Can we switch between ASCII and Unicode

I came across the "char variable in Unicode format, but it also adapts / displays ASCII well." What should be mentioned? Of course, ASCII is 1 byte, and Unicode is 2. And Unicodeitself contains an ASCII code (the default is its standard). So are there some languages ​​in which the char variable supports UNICODE but not ASCII?

Also, the character format (Unicode / ASCII) is determined by the platform we use, right? (UNIX, Linux, Windows, etc.). So, suppose my platform used ASCII, is it impossible to switch to Unicode or vice versa?

+4
source share
2 answers

Java uses Unicode internally. Always. In fact, it uses UTF-16 most of the time, but so far there are too many details.

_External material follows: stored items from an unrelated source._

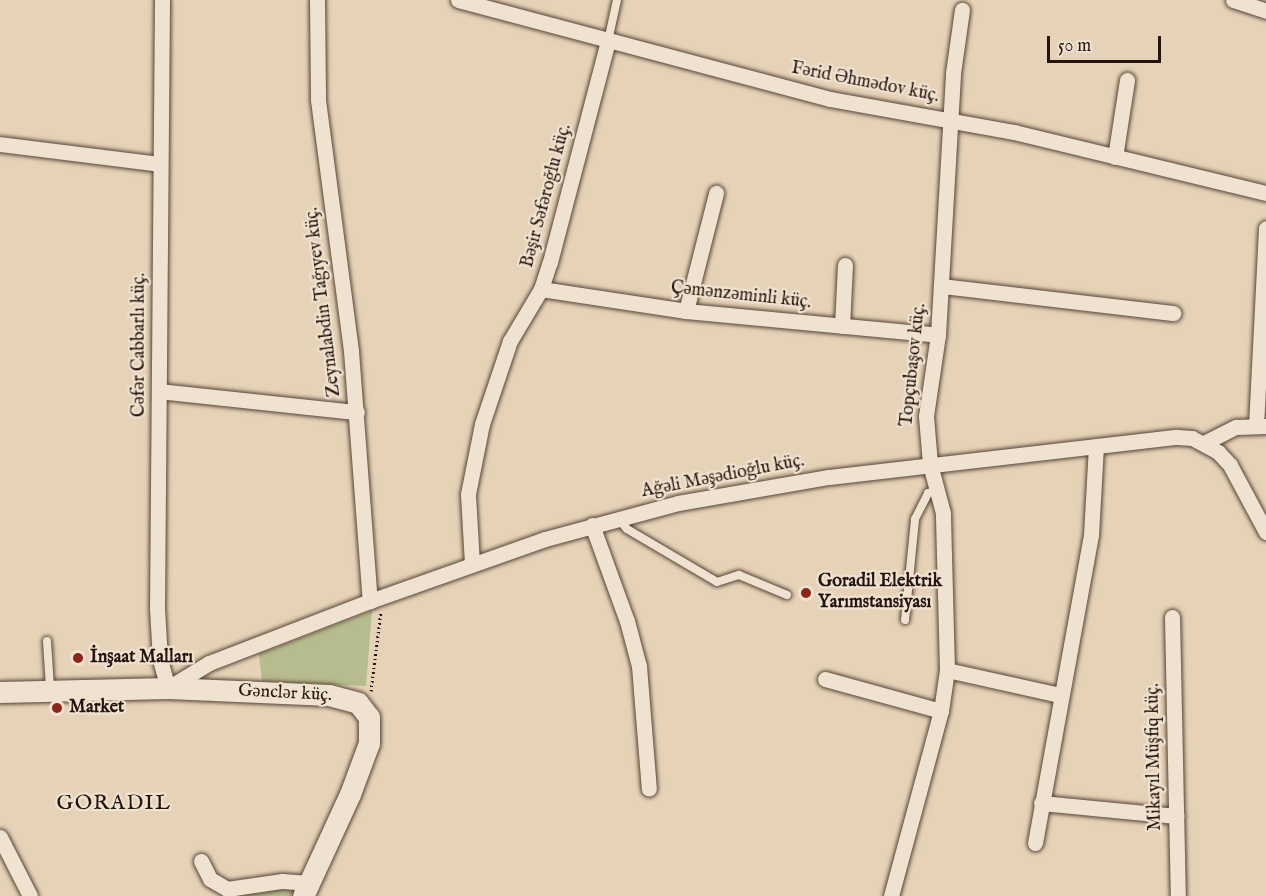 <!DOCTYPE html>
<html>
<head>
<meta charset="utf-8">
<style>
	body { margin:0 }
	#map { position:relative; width:1266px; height:896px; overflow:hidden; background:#e6d3b7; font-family:"IM FELL English",serif }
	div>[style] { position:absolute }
	.green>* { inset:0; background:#b6bc8d }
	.path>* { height:3px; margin-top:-1.5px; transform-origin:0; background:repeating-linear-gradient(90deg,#26140c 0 1.5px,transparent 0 4.5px) }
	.roads { filter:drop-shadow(0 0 2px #564437) drop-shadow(0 0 2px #564437) }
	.lane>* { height:8px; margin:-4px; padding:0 4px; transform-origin:4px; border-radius:4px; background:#efe2d0 }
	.street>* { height:15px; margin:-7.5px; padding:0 7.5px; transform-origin:7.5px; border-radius:7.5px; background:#efe2d0 }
	.secondary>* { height:21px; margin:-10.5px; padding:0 10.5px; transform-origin:10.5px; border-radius:10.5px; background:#efe2d0 }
	.dots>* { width:16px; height:16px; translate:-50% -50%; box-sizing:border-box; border:3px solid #efe2d0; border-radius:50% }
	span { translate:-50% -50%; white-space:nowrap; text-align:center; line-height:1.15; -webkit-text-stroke:4.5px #efe2d0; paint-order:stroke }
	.street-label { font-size:18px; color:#26140c }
	.poi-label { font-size:18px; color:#26140c; font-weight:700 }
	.left { translate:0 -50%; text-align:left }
	.quarter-label { font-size:21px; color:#26140c; letter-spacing:1.5px }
	.scale { position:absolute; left:1047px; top:36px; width:114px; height:27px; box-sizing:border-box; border:3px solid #26140c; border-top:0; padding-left:8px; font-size:18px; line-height:21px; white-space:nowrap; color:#26140c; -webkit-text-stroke:4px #efe2d0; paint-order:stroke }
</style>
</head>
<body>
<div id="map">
	<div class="green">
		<i style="clip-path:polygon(372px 611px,366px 686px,262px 681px,259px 654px)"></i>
		<i style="clip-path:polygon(295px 887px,291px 896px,230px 896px)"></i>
	</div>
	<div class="path">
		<i style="left:371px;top:691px;width:81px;rotate:-82.9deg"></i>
	</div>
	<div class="roads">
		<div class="lane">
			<i style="left:608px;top:41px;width:42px;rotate:-77.6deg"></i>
			<i style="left:618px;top:518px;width:14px;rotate:51deg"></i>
			<i style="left:627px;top:529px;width:104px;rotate:30.5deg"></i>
			<i style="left:717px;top:582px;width:23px;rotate:-18deg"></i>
			<i style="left:739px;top:575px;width:52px;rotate:22.6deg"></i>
			<i style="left:905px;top:620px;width:101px;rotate:-84.3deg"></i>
			<i style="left:915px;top:519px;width:29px;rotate:-63deg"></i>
			<i style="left:928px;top:493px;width:9px;rotate:-18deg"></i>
			<i style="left:47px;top:641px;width:47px;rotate:86.3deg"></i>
		</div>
		<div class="street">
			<i style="left:162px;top:0;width:608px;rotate:90.47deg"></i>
			<i style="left:157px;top:608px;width:52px;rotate:86.7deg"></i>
			<i style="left:160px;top:660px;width:29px;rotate:74deg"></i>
			<i style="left:168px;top:688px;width:48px;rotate:-31.4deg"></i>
			<i style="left:209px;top:663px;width:173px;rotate:-21.1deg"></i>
			<i style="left:370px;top:601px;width:186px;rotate:-19.5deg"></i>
			<i style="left:545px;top:539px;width:138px;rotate:-15.1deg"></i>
			<i style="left:678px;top:503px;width:153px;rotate:-9.8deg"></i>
			<i style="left:829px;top:477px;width:350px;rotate:-6.6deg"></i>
			<i style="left:1177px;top:437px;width:15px;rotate:4deg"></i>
			<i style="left:1192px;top:438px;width:30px;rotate:28deg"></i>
			<i style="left:1218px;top:452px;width:18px;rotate:47deg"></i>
			<i style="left:1230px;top:465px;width:76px;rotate:61.8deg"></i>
			<i style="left:317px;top:0;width:100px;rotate:89.4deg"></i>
			<i style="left:318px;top:100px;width:253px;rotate:82.5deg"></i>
			<i style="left:351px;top:351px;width:251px;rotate:85.7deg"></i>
			<i style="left:458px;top:0;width:385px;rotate:14.9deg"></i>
			<i style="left:830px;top:99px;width:187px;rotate:10.2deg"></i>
			<i style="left:1014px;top:132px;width:259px;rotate:13.6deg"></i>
			<i style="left:1233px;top:0;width:35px;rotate:18deg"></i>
			<i style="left:0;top:144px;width:161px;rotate:7.1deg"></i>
			<i style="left:1115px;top:157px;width:78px;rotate:-81.1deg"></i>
			<i style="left:942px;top:286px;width:233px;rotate:6.7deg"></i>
			<i style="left:541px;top:289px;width:147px;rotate:8.6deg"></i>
			<i style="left:686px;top:311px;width:253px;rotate:5.4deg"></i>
			<i style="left:686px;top:311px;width:122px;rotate:-75.7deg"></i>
			<i style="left:842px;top:326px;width:61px;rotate:-87.2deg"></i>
			<i style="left:159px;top:391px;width:199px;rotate:6.1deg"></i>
			<i style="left:1256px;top:426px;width:198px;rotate:-87.1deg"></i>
			<i style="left:1204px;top:443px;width:36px;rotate:-27deg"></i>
			<i style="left:1236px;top:427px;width:30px;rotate:-2deg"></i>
			<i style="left:592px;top:525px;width:102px;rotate:70deg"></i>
			<i style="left:627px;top:621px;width:47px;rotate:75.1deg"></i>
			<i style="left:639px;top:666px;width:123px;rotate:85.4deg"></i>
			<i style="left:472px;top:564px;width:70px;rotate:-93.3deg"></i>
			<i style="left:468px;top:494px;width:71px;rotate:-78.7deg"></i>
			<i style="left:482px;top:424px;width:88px;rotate:-71.4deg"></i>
			<i style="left:510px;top:341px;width:61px;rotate:-59.2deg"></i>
			<i style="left:541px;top:289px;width:28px;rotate:-72deg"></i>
			<i style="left:550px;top:262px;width:228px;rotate:-75.3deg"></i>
			<i style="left:1172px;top:617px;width:279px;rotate:88.8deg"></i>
			<i style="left:947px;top:670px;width:116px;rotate:12.5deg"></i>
			<i style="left:825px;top:679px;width:120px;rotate:15.4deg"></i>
			<i style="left:1041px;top:803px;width:136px;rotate:5.5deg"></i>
			<i style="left:0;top:837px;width:66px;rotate:63deg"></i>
			<i style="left:1035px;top:843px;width:313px;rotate:-79.7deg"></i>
			<i style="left:1091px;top:535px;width:89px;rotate:-86.8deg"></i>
			<i style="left:201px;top:861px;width:20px;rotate:63deg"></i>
			<i style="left:210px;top:879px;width:20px;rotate:30deg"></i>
			<i style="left:227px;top:889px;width:56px;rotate:-8.3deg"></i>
			<i style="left:282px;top:881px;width:27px;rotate:4deg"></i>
			<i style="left:891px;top:896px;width:192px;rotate:-74.9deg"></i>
			<i style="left:941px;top:711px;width:41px;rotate:-81.7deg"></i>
			<i style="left:947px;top:670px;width:157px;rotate:-91.5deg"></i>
			<i style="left:943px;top:513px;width:51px;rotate:-104.9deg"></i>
			<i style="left:930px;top:464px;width:48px;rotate:-94.8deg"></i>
			<i style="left:926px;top:416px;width:82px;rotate:-81.6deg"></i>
			<i style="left:938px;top:335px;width:262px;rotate:-86.7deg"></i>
			<i style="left:953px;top:73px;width:64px;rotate:-81.9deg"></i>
		</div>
		<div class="secondary">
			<i style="left:0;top:692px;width:168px;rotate:-1.4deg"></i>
			<i style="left:168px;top:688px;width:161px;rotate:2.5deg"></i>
			<i style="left:329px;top:695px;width:30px;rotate:15deg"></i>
			<i style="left:358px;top:703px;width:18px;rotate:52deg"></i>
			<i style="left:369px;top:717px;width:26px;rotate:90deg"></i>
			<i style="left:369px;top:743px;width:54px;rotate:110.4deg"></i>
			<i style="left:350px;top:794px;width:112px;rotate:114.7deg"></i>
		</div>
	</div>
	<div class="dots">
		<i style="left:806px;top:593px;background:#8f2418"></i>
		<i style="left:78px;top:658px;background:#8f2418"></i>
		<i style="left:57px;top:708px;background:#8f2418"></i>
	</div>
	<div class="street-label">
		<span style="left:865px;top:83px;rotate:11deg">Fərid Əhmədov küç.</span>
		<span style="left:547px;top:196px;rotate:-75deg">Bəşir Səfəroğlu küç.</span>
		<span style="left:741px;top:296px;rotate:6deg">Çəmənzəminli küç.</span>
		<span style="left:324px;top:302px;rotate:-97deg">Zeynalabdin Tağıyev küç.</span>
		<span style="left:140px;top:345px;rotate:-90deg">Cəfər Cabbarlı küç.</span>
		<span style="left:914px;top:365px;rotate:-84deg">Topçubaşov küç.</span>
		<span style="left:723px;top:477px;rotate:-11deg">Ağəli Məşədioğlu küç.</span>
		<span style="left:285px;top:694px;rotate:3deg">Gənclər küç.</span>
		<span style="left:1155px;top:757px;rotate:-91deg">Mikayıl Müşfiq küç.</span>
	</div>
	<div class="poi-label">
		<span class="left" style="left:818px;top:593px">Goradil Elektrik<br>Yarımstansiyası</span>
		<span class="left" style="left:90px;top:658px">İnşaat Malları</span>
		<span class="left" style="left:69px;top:708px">Market</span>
	</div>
	<div class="quarter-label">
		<span style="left:114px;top:804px">GORADIL</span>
	</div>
	<div class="scale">50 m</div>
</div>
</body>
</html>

It may not use ASCII internally (e.g. for String ). You can represent any String that can be represented in ASCII in Unicode, so this should not be a problem.

The only place the platform comes into play is when Java has to choose the encoding, when you didn't specify it. For example, when you create a FileWriter to write String values ​​to a String: at this point, Java should use an encoding to indicate how a particular character should be matched with bytes. If you do not specify one, the default encoding of the platform is used. This default encoding is almost never ASCII . Most Linux platforms use UTF-8, Windows often uses some derivatives of ISO-8859- * (or other culture-specific 8-bit encodings), but no current OS uses ASCII (simply because ASCII cannot represent much important characters).

In fact, pure ASCII is almost irrelevant these days: nobody uses it. ASCII is important only as a general display subset of most 8-bit encodings (including UTF-8): the bottom 128 Unicode code points display 1: 1 numeric values ​​0-127 in many, many encodings. But pure ASCII (where the values ​​are 128-255 undefined) is no longer used.

+5
source

Unicode is a strict superset of ASCII (and Latin 1, for that matter), at least with respect to the character set. Not so much for actual encodings at the byte level. Thus, there cannot be a language / environment that supports Unicode but not ASCII. What the above sentence means is that if you are dealing only with ASCII text, everything works fine because, as noted, Unicode is a superset of ASCII.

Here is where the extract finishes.